On appeal, Mr. Lee argued that he had not been 100% convinced by the home test that he was not the father, and it was only when he got the court-ordered DNA test results that he knew conclusively for the first time of his non-paternity.  He also pointed out that the home test was not legally binding, while the court-ordered test was.

The appellate court brushed aside the argument because Mr. Lee’s own inartfully drawn petition to modify stated that he knew as a result of the DNA test that he was not the father, and the only test that assertion in the petition could have referred to was the home test, since the court-ordered test was done after the petition was filed.

Having found that he did know at the time of the divorce that he was not the father, the court went on to distinguish Williams and to find it inapplicable because Mr. Lee knew when he undertook the obligation that he was not the father, he supported the child and exercised visitation with him.  In Williams, the exact opposite of those facts existed.

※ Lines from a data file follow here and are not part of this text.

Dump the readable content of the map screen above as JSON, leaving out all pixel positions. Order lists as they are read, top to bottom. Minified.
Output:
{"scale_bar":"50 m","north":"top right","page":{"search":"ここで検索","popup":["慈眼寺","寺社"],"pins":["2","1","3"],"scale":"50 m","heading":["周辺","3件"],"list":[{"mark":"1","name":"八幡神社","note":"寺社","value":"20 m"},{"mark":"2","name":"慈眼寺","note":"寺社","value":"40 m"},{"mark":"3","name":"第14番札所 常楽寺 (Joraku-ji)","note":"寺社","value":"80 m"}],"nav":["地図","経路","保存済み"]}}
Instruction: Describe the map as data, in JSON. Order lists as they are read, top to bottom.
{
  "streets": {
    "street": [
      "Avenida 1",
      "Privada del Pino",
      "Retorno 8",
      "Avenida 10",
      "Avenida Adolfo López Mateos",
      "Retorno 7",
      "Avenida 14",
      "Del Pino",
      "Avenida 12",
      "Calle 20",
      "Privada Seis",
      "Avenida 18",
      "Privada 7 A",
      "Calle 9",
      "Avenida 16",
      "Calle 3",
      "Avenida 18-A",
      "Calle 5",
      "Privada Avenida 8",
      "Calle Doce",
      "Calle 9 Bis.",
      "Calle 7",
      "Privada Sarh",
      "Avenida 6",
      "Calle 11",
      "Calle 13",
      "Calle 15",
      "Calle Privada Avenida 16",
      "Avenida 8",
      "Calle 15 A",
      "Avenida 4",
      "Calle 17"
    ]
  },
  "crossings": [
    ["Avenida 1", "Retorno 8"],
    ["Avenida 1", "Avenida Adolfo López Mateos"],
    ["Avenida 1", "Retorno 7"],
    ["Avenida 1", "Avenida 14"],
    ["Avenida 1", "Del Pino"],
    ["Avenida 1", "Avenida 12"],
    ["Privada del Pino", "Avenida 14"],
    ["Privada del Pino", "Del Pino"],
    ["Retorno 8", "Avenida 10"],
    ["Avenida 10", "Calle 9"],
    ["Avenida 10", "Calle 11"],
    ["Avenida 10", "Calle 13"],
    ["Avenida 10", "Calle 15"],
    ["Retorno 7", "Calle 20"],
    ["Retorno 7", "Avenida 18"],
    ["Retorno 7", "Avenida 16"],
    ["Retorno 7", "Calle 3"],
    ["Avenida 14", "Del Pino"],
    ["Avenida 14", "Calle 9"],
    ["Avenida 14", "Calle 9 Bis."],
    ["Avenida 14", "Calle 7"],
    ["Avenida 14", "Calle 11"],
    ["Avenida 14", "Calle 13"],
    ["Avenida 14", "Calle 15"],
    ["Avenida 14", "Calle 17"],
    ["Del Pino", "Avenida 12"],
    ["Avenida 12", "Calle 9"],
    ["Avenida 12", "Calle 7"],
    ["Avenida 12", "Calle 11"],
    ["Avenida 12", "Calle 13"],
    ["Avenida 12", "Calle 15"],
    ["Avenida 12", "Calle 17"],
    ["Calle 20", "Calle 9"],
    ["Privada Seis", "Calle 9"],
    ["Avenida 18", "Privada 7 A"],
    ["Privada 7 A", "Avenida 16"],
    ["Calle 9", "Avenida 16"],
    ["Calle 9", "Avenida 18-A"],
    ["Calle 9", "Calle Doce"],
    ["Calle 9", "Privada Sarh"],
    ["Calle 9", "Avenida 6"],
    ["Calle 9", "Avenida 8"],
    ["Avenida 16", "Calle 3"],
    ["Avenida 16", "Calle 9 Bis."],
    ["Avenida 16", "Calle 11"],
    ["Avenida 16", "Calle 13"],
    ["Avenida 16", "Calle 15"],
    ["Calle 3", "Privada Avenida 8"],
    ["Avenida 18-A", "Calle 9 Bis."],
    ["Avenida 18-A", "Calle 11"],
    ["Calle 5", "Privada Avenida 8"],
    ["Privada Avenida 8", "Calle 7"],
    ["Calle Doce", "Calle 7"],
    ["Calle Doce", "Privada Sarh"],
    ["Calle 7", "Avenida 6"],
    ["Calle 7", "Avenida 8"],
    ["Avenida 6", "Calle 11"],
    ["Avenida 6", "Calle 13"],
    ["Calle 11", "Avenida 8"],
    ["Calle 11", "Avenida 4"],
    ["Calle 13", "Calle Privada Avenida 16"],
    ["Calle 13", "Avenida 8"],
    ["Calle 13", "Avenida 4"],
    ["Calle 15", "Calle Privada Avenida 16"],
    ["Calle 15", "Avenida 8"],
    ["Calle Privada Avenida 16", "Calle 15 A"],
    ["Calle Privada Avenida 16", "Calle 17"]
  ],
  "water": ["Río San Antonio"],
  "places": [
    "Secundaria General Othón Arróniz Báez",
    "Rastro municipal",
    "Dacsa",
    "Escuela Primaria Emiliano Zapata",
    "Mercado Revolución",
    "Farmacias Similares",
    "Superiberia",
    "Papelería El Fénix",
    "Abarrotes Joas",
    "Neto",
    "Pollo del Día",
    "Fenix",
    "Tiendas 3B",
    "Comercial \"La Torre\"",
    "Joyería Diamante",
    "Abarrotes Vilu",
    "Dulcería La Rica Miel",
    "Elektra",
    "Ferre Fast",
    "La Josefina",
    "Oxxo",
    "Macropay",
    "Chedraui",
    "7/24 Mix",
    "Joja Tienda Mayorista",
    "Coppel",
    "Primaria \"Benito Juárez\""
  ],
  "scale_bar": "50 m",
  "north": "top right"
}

The court also held that Mr. Lee had failed to prove a material change in circumstances that arose after the prior judgment that was sought to be modified.  He knew the child was not his at the time, and that circumstance had not changed.

Bottom line is that Williams is an escape hatch for a dad who was led to believe that he fathered a child and only learned later that he did not.  Williams, however, can not be used to relieve a support obligation in any case where the payor is related by blood to the child, or has adopted the child, or has otherwise voluntarily assumed the duty to support the child.

If you represent a father in an ID divorce, and he expresses any doubt as to whether a child is his, you should advise him of the ramifications of the Williams and Lee cases.  If he wants to shrug it off and just “get it over with,” you should put your advice in writing and get him to sign off on a copy for your file.